• **The problem**: Leave out the pictures, and write out exactly the lines from the beginning of the material to the line holding "0 #5a483c) drop-shadow(-2px", that line included, and nothing else.

-- -- --

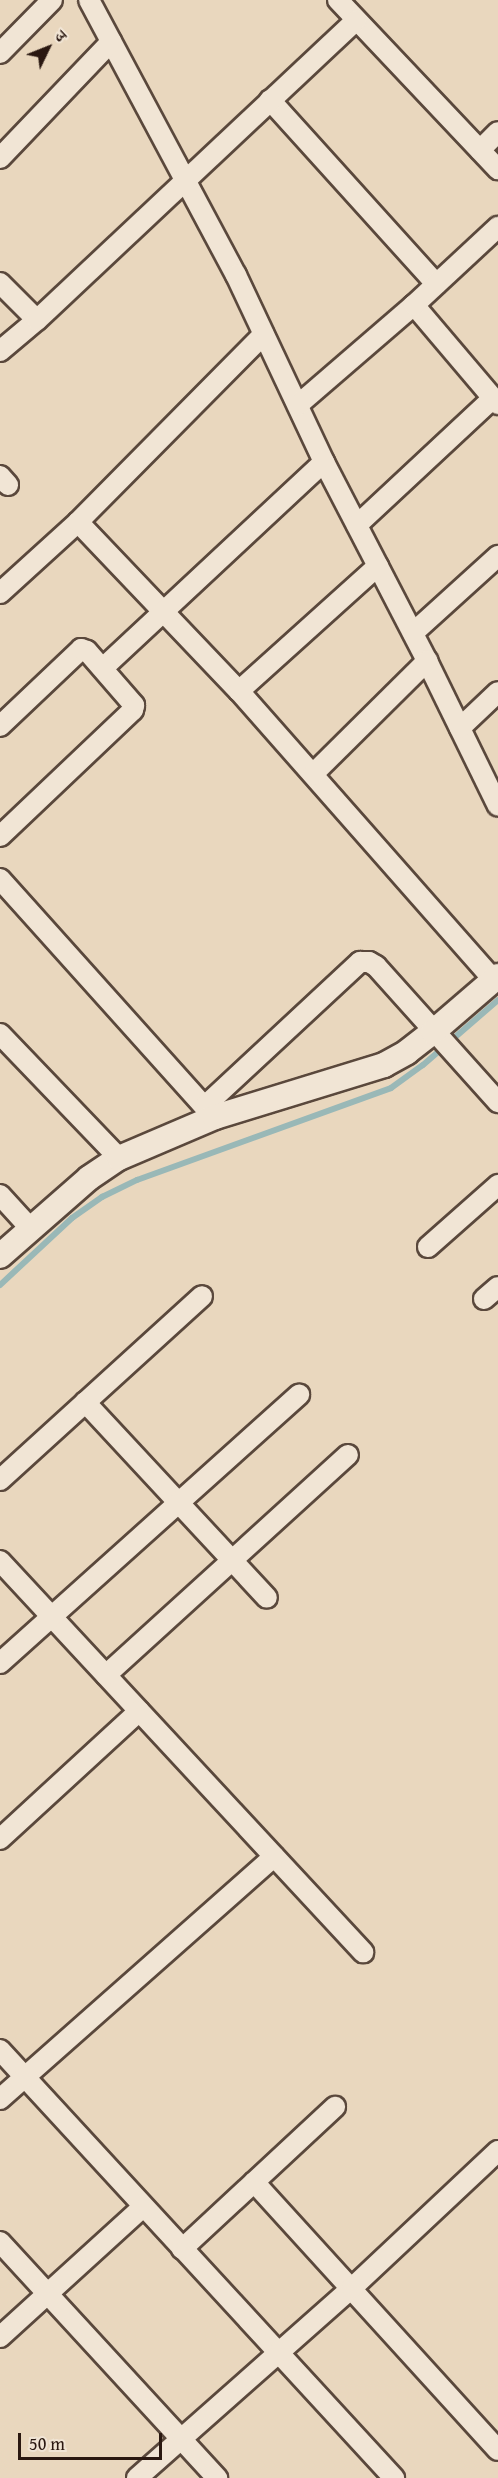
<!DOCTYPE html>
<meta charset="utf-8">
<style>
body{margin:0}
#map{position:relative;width:498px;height:2478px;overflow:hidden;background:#e9d7be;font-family:"Gentium Book Plus","Noto Serif Devanagari",serif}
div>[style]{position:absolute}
.stream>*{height:6px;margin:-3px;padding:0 3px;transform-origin:3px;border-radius:3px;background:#99b8b7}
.roads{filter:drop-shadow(2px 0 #5a483c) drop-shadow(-2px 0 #5a483c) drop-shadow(0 2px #5a483c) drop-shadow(0 -2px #5a483c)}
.minor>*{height:20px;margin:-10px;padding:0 10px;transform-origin:10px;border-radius:10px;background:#f1e5d5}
.tertiary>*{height:24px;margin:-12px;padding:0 12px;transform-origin:12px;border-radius:12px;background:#f1e5d5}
span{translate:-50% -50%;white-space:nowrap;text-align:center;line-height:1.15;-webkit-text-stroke:4.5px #f1e5d5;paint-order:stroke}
.north{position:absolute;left:18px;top:18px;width:60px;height:60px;-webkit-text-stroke:4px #f1e5d5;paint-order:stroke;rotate:47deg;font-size:16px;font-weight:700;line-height:24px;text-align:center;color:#2a1811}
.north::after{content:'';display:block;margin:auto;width:21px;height:27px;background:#2a1811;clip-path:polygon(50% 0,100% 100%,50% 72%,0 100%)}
.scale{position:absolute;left:18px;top:2433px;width:144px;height:27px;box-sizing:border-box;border:3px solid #2a1811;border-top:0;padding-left:8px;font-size:18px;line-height:21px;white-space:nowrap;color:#2a1811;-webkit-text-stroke:4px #f1e5d5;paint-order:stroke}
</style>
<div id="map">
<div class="stream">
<i style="left:0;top:1285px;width:98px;rotate:-42.9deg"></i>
<i style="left:72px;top:1218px;width:37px;rotate:-35deg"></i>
<i style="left:102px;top:1197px;width:39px;rotate:-26deg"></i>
<i style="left:137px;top:1180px;width:270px;rotate:-19.9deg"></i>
<i style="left:391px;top:1088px;width:39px;rotate:-36deg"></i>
<i style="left:423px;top:1065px;width:99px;rotate:-40.9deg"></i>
</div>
<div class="roads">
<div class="minor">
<i style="left:89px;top:0;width:312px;rotate:61.9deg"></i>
<i style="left:236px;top:275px;width:207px;rotate:64.8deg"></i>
<i style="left:324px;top:462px;width:224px;rotate:62.6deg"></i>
<i style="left:427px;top:661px;width:161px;rotate:63.9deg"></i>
<i style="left:338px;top:0;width:233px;rotate:46.6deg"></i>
<i style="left:0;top:53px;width:74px;rotate:-45.5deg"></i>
<i style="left:270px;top:100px;width:248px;rotate:47.9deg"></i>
<i style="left:480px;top:150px;width:25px;rotate:-45deg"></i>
<i style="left:0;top:158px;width:161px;rotate:-46.3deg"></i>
<i style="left:0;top:283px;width:52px;rotate:45deg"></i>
<i style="left:414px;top:305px;width:130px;rotate:49.7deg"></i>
<i style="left:0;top:351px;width:48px;rotate:-40deg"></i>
<i style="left:37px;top:320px;width:438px;rotate:-43.2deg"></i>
<i style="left:298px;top:405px;width:153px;rotate:-40.8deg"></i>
<i style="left:414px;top:305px;width:115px;rotate:-42.9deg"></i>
<i style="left:0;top:476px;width:12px;rotate:48deg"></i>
<i style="left:78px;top:522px;width:233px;rotate:46.4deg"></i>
<i style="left:239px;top:691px;width:385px;rotate:48.6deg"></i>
<i style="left:357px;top:525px;width:186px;rotate:-43deg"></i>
<i style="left:0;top:593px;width:105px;rotate:-42.3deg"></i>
<i style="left:78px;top:522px;width:264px;rotate:-45.3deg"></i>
<i style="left:413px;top:633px;width:115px;rotate:-42.2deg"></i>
<i style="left:103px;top:668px;width:302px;rotate:-43deg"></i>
<i style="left:239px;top:691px;width:187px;rotate:-42deg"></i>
<i style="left:0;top:726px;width:112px;rotate:-43.5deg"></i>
<i style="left:81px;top:649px;width:6px;rotate:18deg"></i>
<i style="left:87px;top:651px;width:72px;rotate:49deg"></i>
<i style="left:134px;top:705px;width:5px;rotate:101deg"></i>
<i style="left:133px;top:710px;width:183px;rotate:136.5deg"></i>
<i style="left:460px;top:728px;width:52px;rotate:-43.5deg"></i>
<i style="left:313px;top:774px;width:161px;rotate:-44.7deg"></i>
<i style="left:0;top:879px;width:319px;rotate:48.1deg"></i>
<i style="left:0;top:1034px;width:172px;rotate:46.2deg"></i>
<i style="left:205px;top:1106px;width:212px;rotate:-42.9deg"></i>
<i style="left:360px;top:962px;width:9px"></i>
<i style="left:369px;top:962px;width:8px;rotate:30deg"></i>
<i style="left:376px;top:966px;width:183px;rotate:48.1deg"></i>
<i style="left:0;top:1195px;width:46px;rotate:47.6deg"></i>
<i style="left:428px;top:1247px;width:94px;rotate:-41.5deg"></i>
<i style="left:484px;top:1299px;width:18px;rotate:-41deg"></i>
<i style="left:85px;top:1402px;width:267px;rotate:47.1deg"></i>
<i style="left:0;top:1480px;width:273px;rotate:-42.3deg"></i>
<i style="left:0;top:1561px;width:534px;rotate:47.13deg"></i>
<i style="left:0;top:1663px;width:402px;rotate:-41.9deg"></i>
<i style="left:106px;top:1675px;width:327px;rotate:-42.3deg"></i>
<i style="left:0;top:1839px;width:189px;rotate:-42.6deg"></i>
<i style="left:0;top:2050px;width:582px;rotate:47.37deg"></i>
<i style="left:0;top:2099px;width:366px;rotate:-41.5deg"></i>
<i style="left:254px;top:2182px;width:362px;rotate:47.7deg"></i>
<i style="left:0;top:2242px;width:321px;rotate:47.4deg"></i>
<i style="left:182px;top:2249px;width:209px;rotate:-42.9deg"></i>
<i style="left:0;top:2337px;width:193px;rotate:-42.3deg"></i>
<i style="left:137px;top:2478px;width:287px;rotate:-41.5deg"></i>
<i style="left:352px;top:2288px;width:200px;rotate:-43.2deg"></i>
</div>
<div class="tertiary">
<i style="left:0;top:1256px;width:118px;rotate:-41.2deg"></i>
<i style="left:89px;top:1178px;width:36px;rotate:-34deg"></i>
<i style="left:119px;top:1158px;width:104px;rotate:-23.1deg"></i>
<i style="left:215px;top:1117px;width:177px;rotate:-17.1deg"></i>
<i style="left:384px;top:1065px;width:26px;rotate:-29deg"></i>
<i style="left:407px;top:1052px;width:33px;rotate:-38deg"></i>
<i style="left:433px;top:1032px;width:86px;rotate:-40.7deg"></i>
</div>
</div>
<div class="north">उ</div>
<div class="scale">50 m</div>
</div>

-- -- --

• **Solution to this task**:
<!DOCTYPE html>
<meta charset="utf-8">
<style>
body{margin:0}
#map{position:relative;width:498px;height:2478px;overflow:hidden;background:#e9d7be;font-family:"Gentium Book Plus","Noto Serif Devanagari",serif}
div>[style]{position:absolute}
.stream>*{height:6px;margin:-3px;padding:0 3px;transform-origin:3px;border-radius:3px;background:#99b8b7}
.roads{filter:drop-shadow(2px 0 #5a483c) drop-shadow(-2px 0 #5a483c) drop-shadow(0 2px #5a483c) drop-shadow(0 -2px #5a483c)}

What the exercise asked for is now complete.